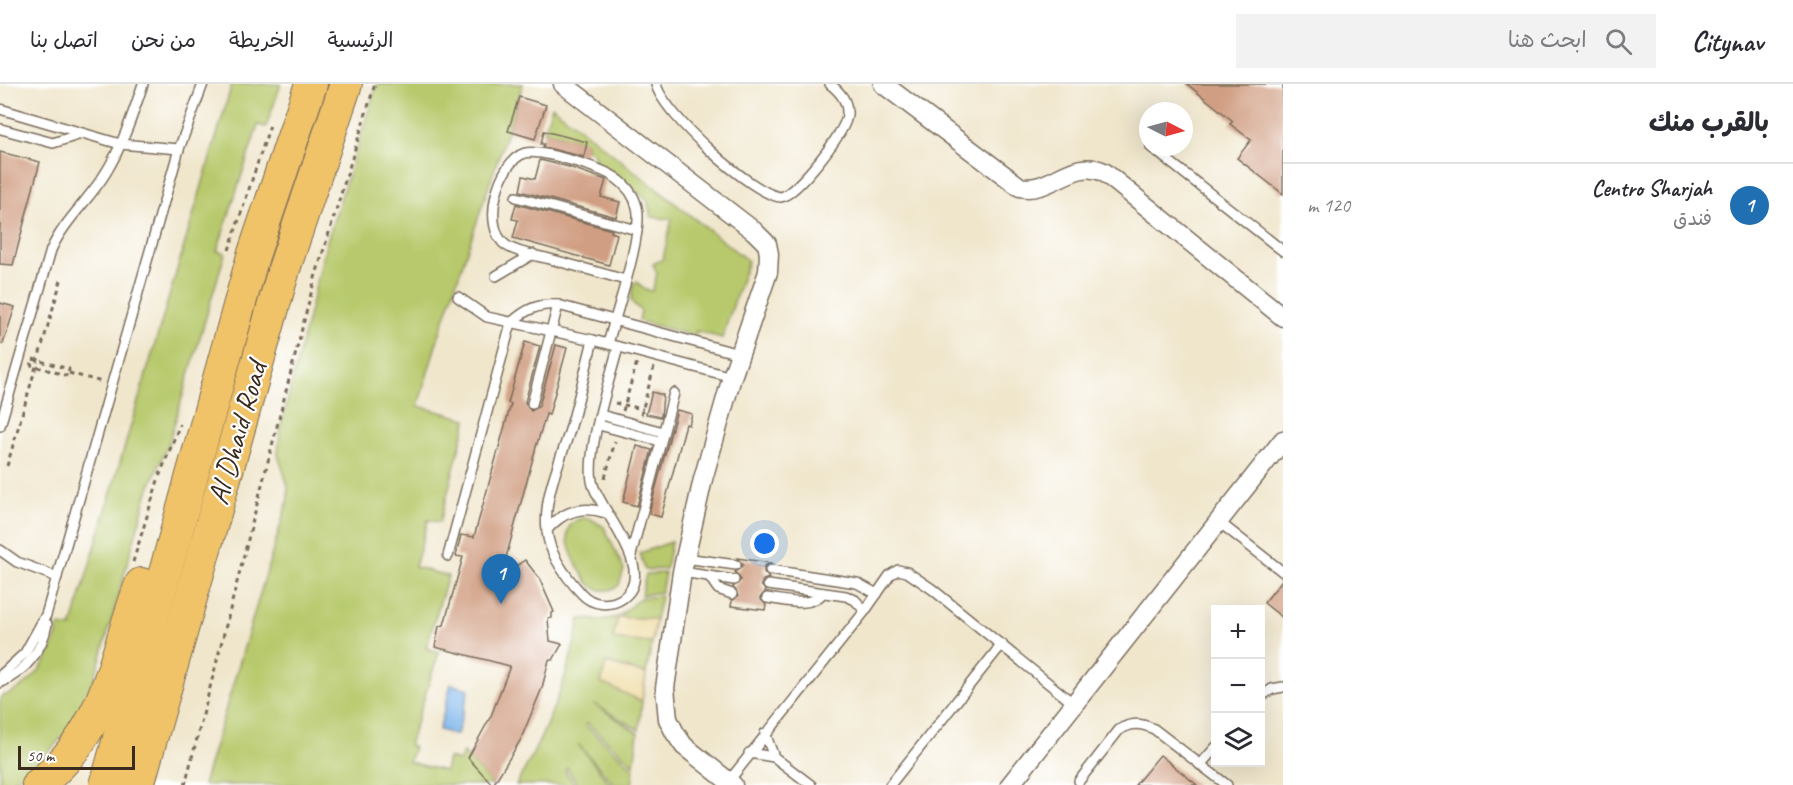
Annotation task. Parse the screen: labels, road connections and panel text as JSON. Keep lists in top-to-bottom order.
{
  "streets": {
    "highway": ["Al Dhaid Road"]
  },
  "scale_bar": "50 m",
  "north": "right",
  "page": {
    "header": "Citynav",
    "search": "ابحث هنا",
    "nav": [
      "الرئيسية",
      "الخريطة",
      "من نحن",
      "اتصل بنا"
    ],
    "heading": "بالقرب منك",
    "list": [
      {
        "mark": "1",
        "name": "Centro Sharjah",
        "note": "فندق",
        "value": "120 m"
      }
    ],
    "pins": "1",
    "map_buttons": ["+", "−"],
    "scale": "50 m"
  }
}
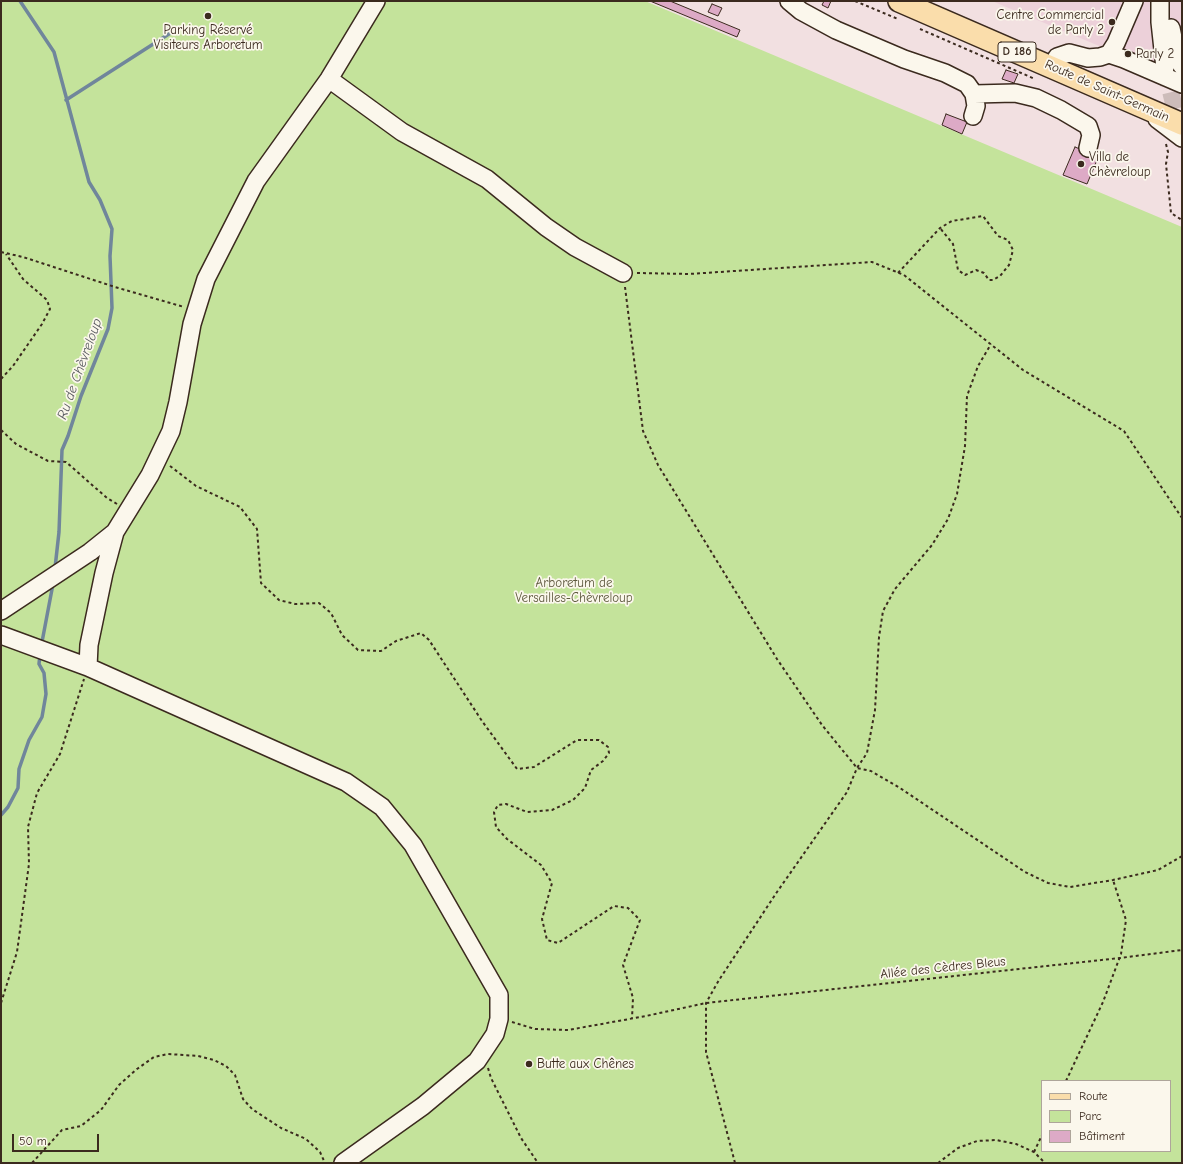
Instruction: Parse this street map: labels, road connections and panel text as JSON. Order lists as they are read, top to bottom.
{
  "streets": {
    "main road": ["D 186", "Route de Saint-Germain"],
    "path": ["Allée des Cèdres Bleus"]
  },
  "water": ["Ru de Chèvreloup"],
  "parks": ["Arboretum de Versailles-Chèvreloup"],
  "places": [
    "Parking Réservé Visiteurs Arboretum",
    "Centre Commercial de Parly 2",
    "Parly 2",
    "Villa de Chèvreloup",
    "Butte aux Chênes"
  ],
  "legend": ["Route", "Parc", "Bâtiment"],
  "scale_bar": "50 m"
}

- - -

→ **What needs to be done**
An exact copy of every line above is needed, without the images.

→ **Response box**
Annotation task. Parse the screen: labels, road connections and panel text as JSON. Keep lists in top-to-bottom order.
{
  "streets": {
    "highway": ["Al Dhaid Road"]
  },
  "scale_bar": "50 m",
  "north": "right",
  "page": {
    "header": "Citynav",
    "search": "ابحث هنا",
    "nav": [
      "الرئيسية",
      "الخريطة",
      "من نحن",
      "اتصل بنا"
    ],
    "heading": "بالقرب منك",
    "list": [
      {
        "mark": "1",
        "name": "Centro Sharjah",
        "note": "فندق",
        "value": "120 m"
      }
    ],
    "pins": "1",
    "map_buttons": ["+", "−"],
    "scale": "50 m"
  }
}
Instruction: Parse this street map: labels, road connections and panel text as JSON. Order lists as they are read, top to bottom.
{
  "streets": {
    "main road": ["D 186", "Route de Saint-Germain"],
    "path": ["Allée des Cèdres Bleus"]
  },
  "water": ["Ru de Chèvreloup"],
  "parks": ["Arboretum de Versailles-Chèvreloup"],
  "places": [
    "Parking Réservé Visiteurs Arboretum",
    "Centre Commercial de Parly 2",
    "Parly 2",
    "Villa de Chèvreloup",
    "Butte aux Chênes"
  ],
  "legend": ["Route", "Parc", "Bâtiment"],
  "scale_bar": "50 m"
}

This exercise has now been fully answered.